Seit 30 Jahren führt er als geistiges Oberhaupt die jüdische Gemeinde Österreichs. So orthodox wie nötig, so offen wie möglich. Paul Chaim Eisenberg. Seine beiden Vornamen sind vielleicht auch sein Programm. Für manche noch der Pauli aus Jugendtagen, für andere Chaim, die religiöse Autorität. Und in der Öffentlichkeit oft auch der singende Rabbi und jüdische Entertainer. Über die Veränderungen der Wiener Gemeinde, über seine Erfolge, seine Familie und vieles mehr sprach der Oberrabbiner mit seiner ehemaligen „Schulkollegin“ Anita Pollak.
wina: Die Zeit vor deinem 63.Geburtstag im diesjährigen Frühsommer war eine Zeit der Feiern, eine Zeit der Ernte. Zuerst das Große Goldene Ehrenzeichen der Stadt Wien, dann das 30-jährige Rabbinerjubiläum und die Bar Mizwa eines deiner Enkelsöhne in Israel. Geht ein Rabbiner da vielleicht heimlich in den eigenen Tempel und bedankt sich beim „Chef“ für so viele „Tojwes“, so viele Wohltaten?
Paul Chaim Eisenberg: Beim Chef im Himmel? Ja. Der Kiddusch der Kultusgemeinde hat mir große Freude bereitet. Ich habe aber die Gelegenheit ergriffen, diese Ehrung mit anderen zu teilen. Ich habe vier Damen geehrt, die viel für unsere Gemeinde gemacht haben, und ihnen den, von mir erfundenen, „Eschet Chajil Orden“ verliehen.
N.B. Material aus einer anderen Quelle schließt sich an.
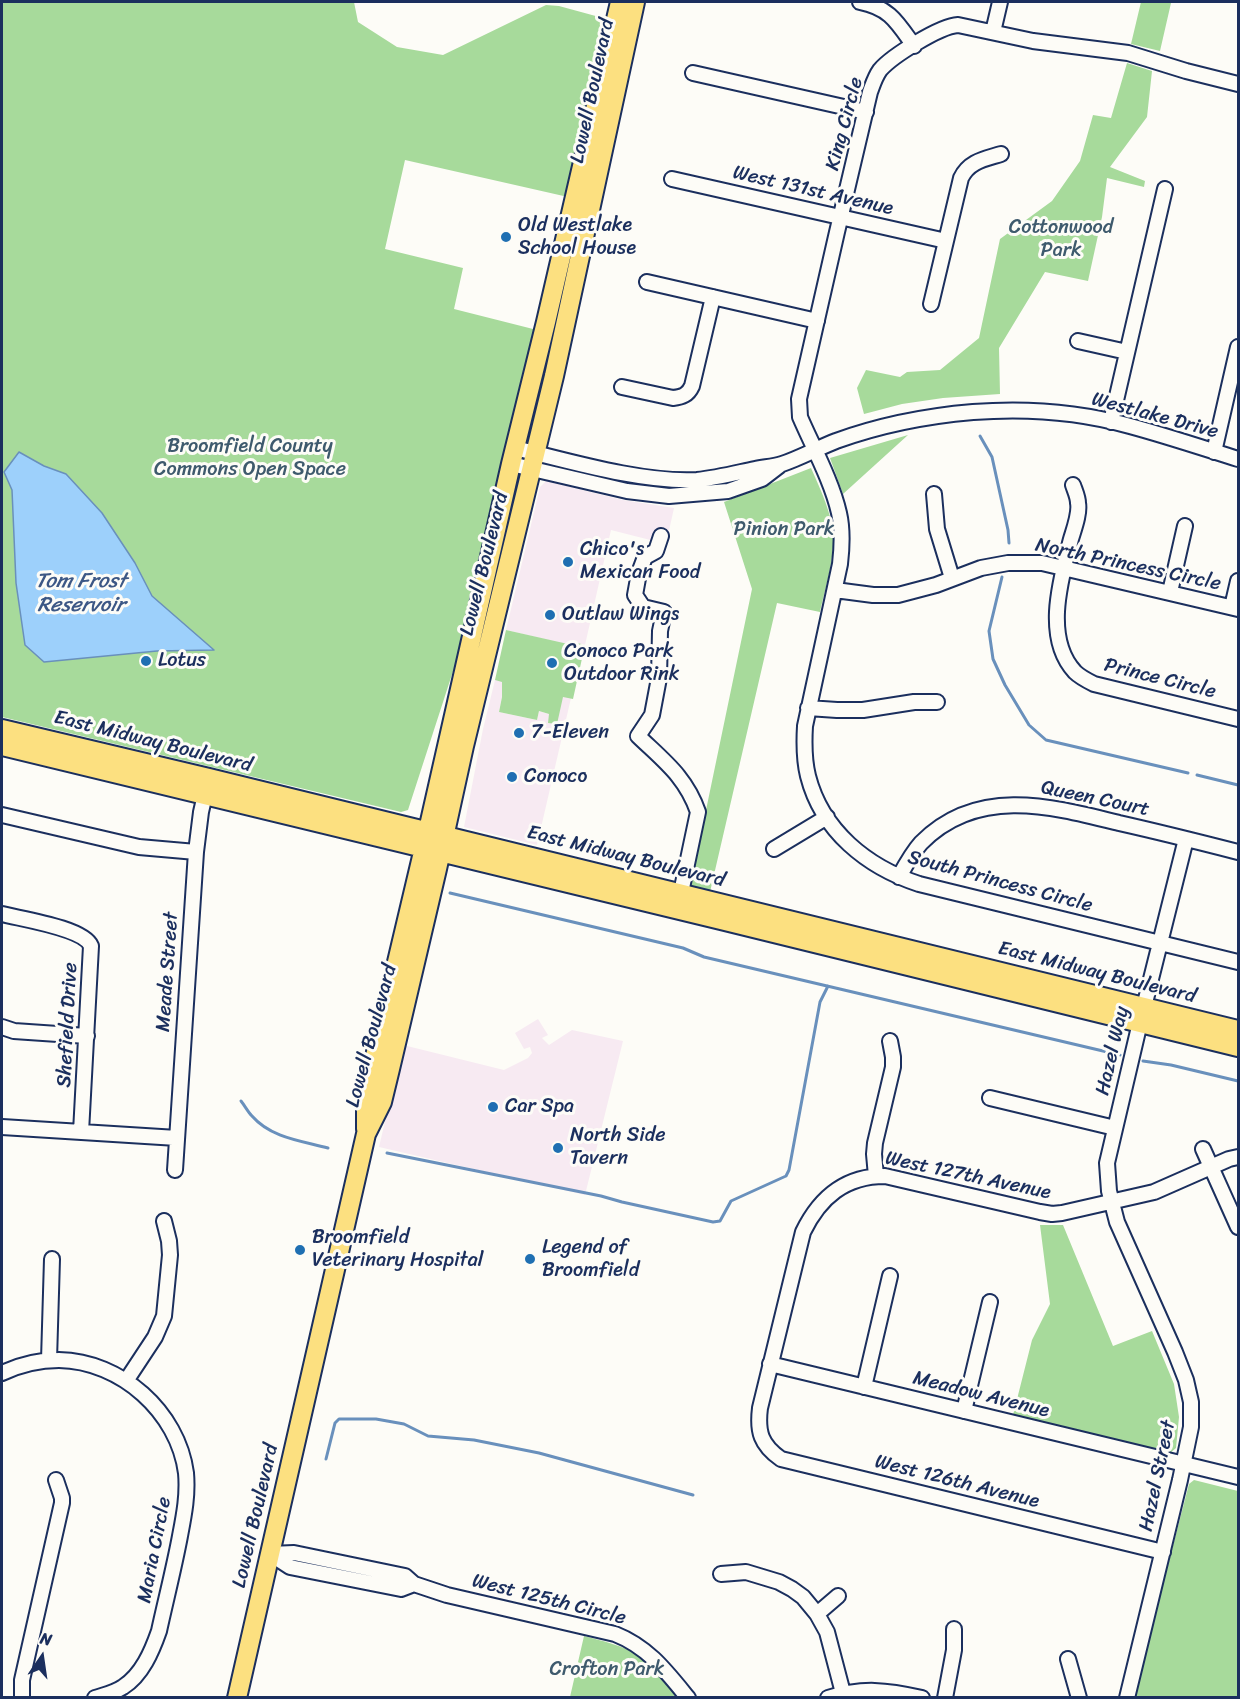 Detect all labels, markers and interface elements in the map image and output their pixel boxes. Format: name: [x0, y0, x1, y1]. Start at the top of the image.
street label: Lowell Boulevard: [566, 17, 620, 165]
street label: King Circle: [821, 75, 869, 173]
street label: West 131st Avenue: [730, 161, 896, 221]
place label: Old Westlake School House: [518, 214, 636, 261]
park label: Cottonwood Park: [1009, 216, 1113, 263]
marker: Old Westlake School House: [499, 230, 513, 244]
street label: Westlake Drive: [1089, 388, 1221, 444]
park label: Broomfield County Commons Open Space: [154, 435, 346, 482]
street label: Lowell Boulevard: [456, 490, 514, 638]
park label: Pinion Park: [734, 518, 834, 542]
street label: North Princess Circle: [1033, 534, 1223, 596]
place label: Chico's Mexican Food: [580, 538, 700, 585]
marker: Chico's Mexican Food: [561, 555, 575, 569]
water label: Tom Frost Reservoir: [36, 569, 126, 619]
place label: Outlaw Wings: [562, 603, 679, 627]
marker: Outlaw Wings: [543, 608, 557, 622]
place label: Conoco Park Outdoor Rink: [564, 640, 679, 687]
place label: Lotus: [158, 649, 206, 673]
marker: Lotus: [139, 654, 153, 668]
street label: Prince Circle: [1102, 654, 1218, 704]
marker: Conoco Park Outdoor Rink: [545, 656, 559, 670]
street label: East Midway Boulevard: [52, 706, 254, 778]
place label: 7-Eleven: [531, 721, 609, 745]
marker: 7-Eleven: [512, 726, 526, 740]
place label: Conoco: [524, 765, 587, 789]
marker: Conoco: [505, 770, 519, 784]
street label: Queen Court: [1039, 776, 1151, 822]
street label: East Midway Boulevard: [525, 821, 727, 893]
street label: South Princess Circle: [905, 846, 1095, 918]
street label: Meade Street: [152, 911, 184, 1033]
street label: East Midway Boulevard: [996, 937, 1198, 1009]
street label: Shefield Drive: [53, 962, 83, 1088]
street label: Lowell Boulevard: [341, 962, 403, 1110]
street label: Hazel Way: [1091, 1004, 1135, 1098]
place label: Car Spa: [505, 1095, 574, 1119]
marker: Car Spa: [486, 1100, 500, 1114]
place label: North Side Tavern: [570, 1124, 666, 1171]
marker: North Side Tavern: [551, 1141, 565, 1155]
street label: West 127th Avenue: [883, 1147, 1053, 1205]
place label: Broomfield Veterinary Hospital: [312, 1226, 483, 1273]
place label: Legend of Broomfield: [542, 1236, 639, 1283]
marker: Broomfield Veterinary Hospital: [293, 1243, 307, 1257]
marker: Legend of Broomfield: [523, 1252, 537, 1266]
street label: Meadow Avenue: [910, 1366, 1052, 1424]
street label: Hazel Street: [1135, 1418, 1181, 1534]
street label: Lowell Boulevard: [228, 1442, 284, 1590]
street label: West 126th Avenue: [872, 1450, 1042, 1514]
street label: Maria Circle: [133, 1495, 177, 1605]
street label: West 125th Circle: [470, 1569, 628, 1631]
text: N: [37, 1624, 55, 1654]
north arrow: [12, 1627, 72, 1687]
park label: Crofton Park: [550, 1658, 664, 1682]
Das war ein Ausdruck meiner Überzeugung, dass ich vieles nur mit der Hilfe von anderen erreicht habe. Was die Orden von Wien oder vom Staat Österreich betrifft, so glaube ich, dass nicht nur die Jubiläen zählen, sondern vor allem, was man in dieser Zeit gemacht hat. Und ich werde jetzt ganz unbescheiden sein und sagen: Ein bisserl was haben wir schon vorwärtsgebracht.
wina: Apropos Chef. Hat der Oberrabbiner formal einen Chef?
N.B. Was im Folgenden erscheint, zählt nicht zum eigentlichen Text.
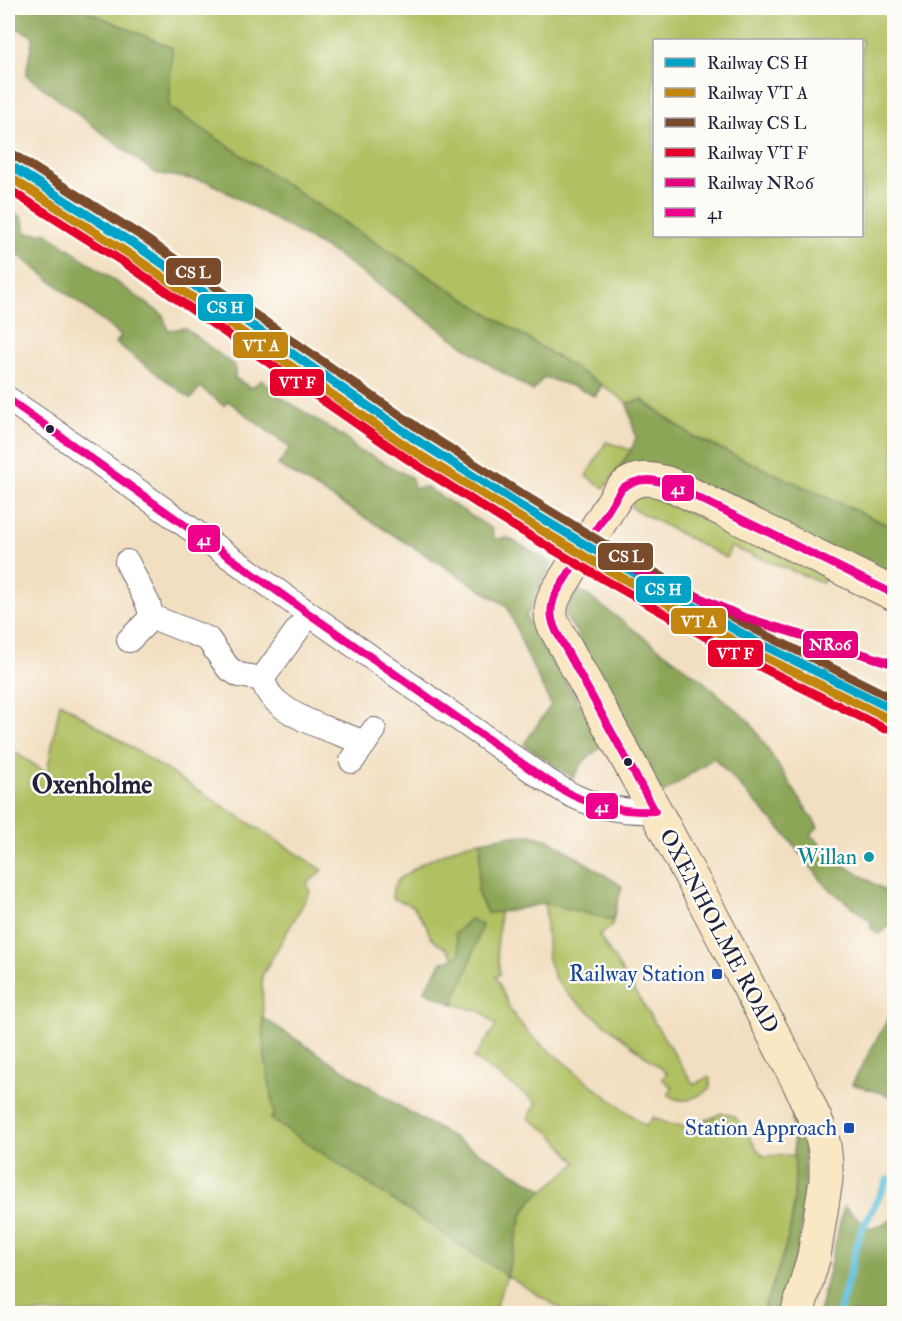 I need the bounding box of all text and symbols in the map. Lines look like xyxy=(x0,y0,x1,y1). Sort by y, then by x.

PCE: Der Präsident der Gemeinde ist vielleicht mein Chef, und dann habe ich 24 Chefs im Vorstand der Kultusgemeinde, mit denen ich zusammenarbeiten muss und möchte. Wichtig ist, nicht nur mit den Chefs zusammenzuwirken, sondern auch mit den Menschen. Ich habe aber auch zu Hause einen Chef, meine liebe Frau. Diese möchte ich aber lieber so bezeichnen, wie die Tora die erste Frau bezeichnete: Sie ist die, mir vom Ewigen, zugeordnete Partnerin.
wina: Wie wichtig ist denn überhaupt die Rebbezn für einen Rabbiner?
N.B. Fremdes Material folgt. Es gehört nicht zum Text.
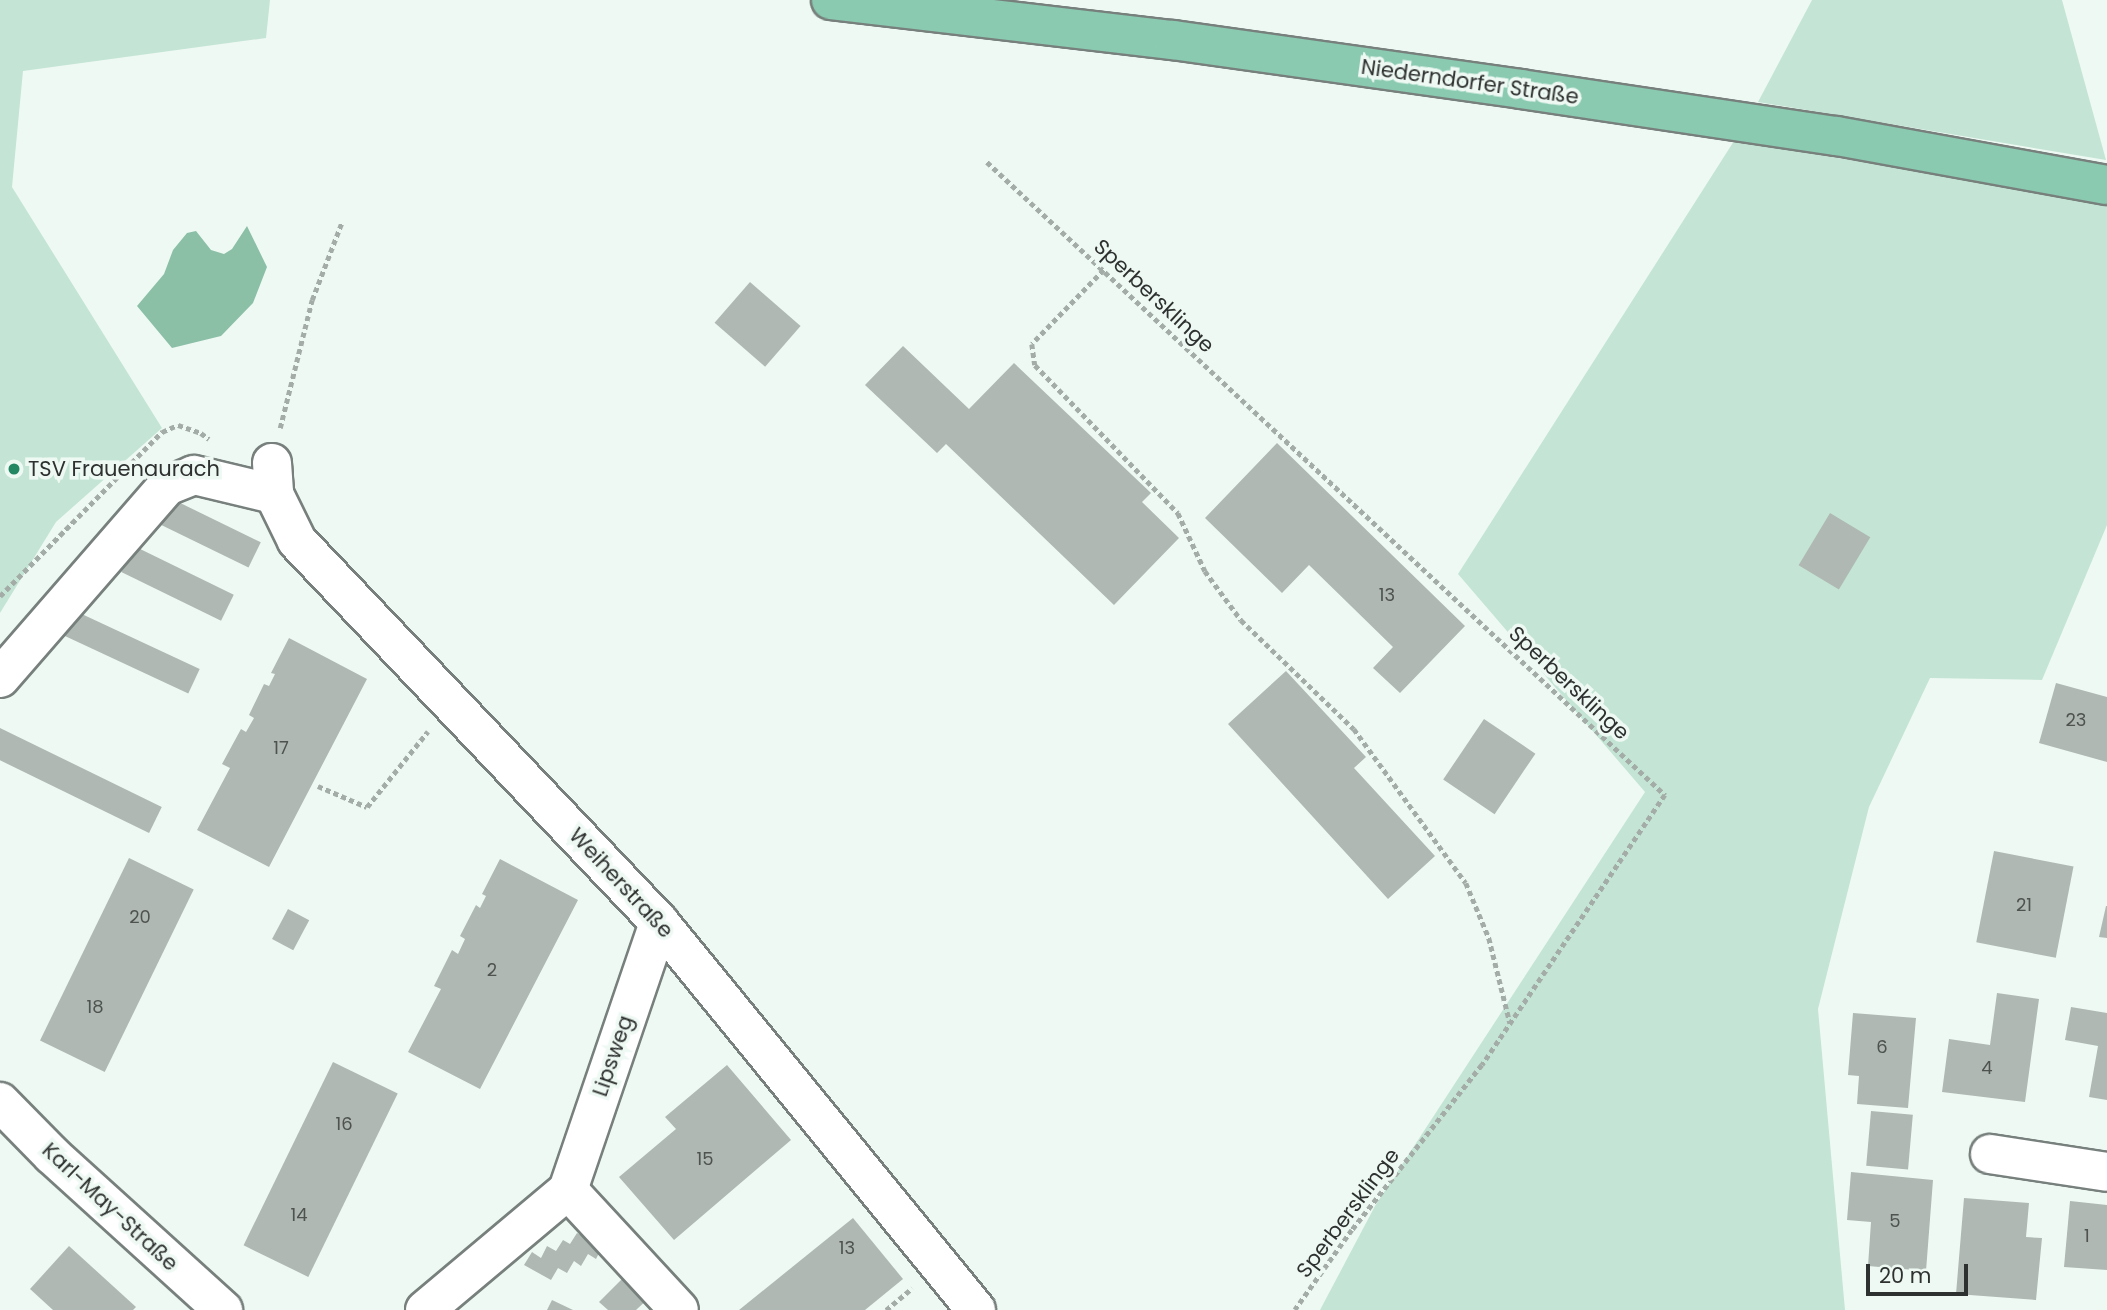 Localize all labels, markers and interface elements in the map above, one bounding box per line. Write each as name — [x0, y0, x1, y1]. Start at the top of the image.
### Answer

PCE: Ganz außerordentlich wichtig. Wir Juden unterscheiden uns vom Katholizismus vor allem darin, dass deren Klerus nicht heiraten darf. Eine der Begründungen dafür ist, dass ein Mensch, der eine Familie hat, sich der Gemeinde nicht voll widmen könne. Ich denke, das Gegenteil ist der Fall. Gerade wenn man eine Familie hat und eine Frau, vor allem so eine wie ich, die einem auch hilft, dann versteht man seine Gemeinde besser. Deshalb glaube ich, dass es kein Widerspruch ist, ein geistiges Amt innezuhaben und verheiratet zu sein.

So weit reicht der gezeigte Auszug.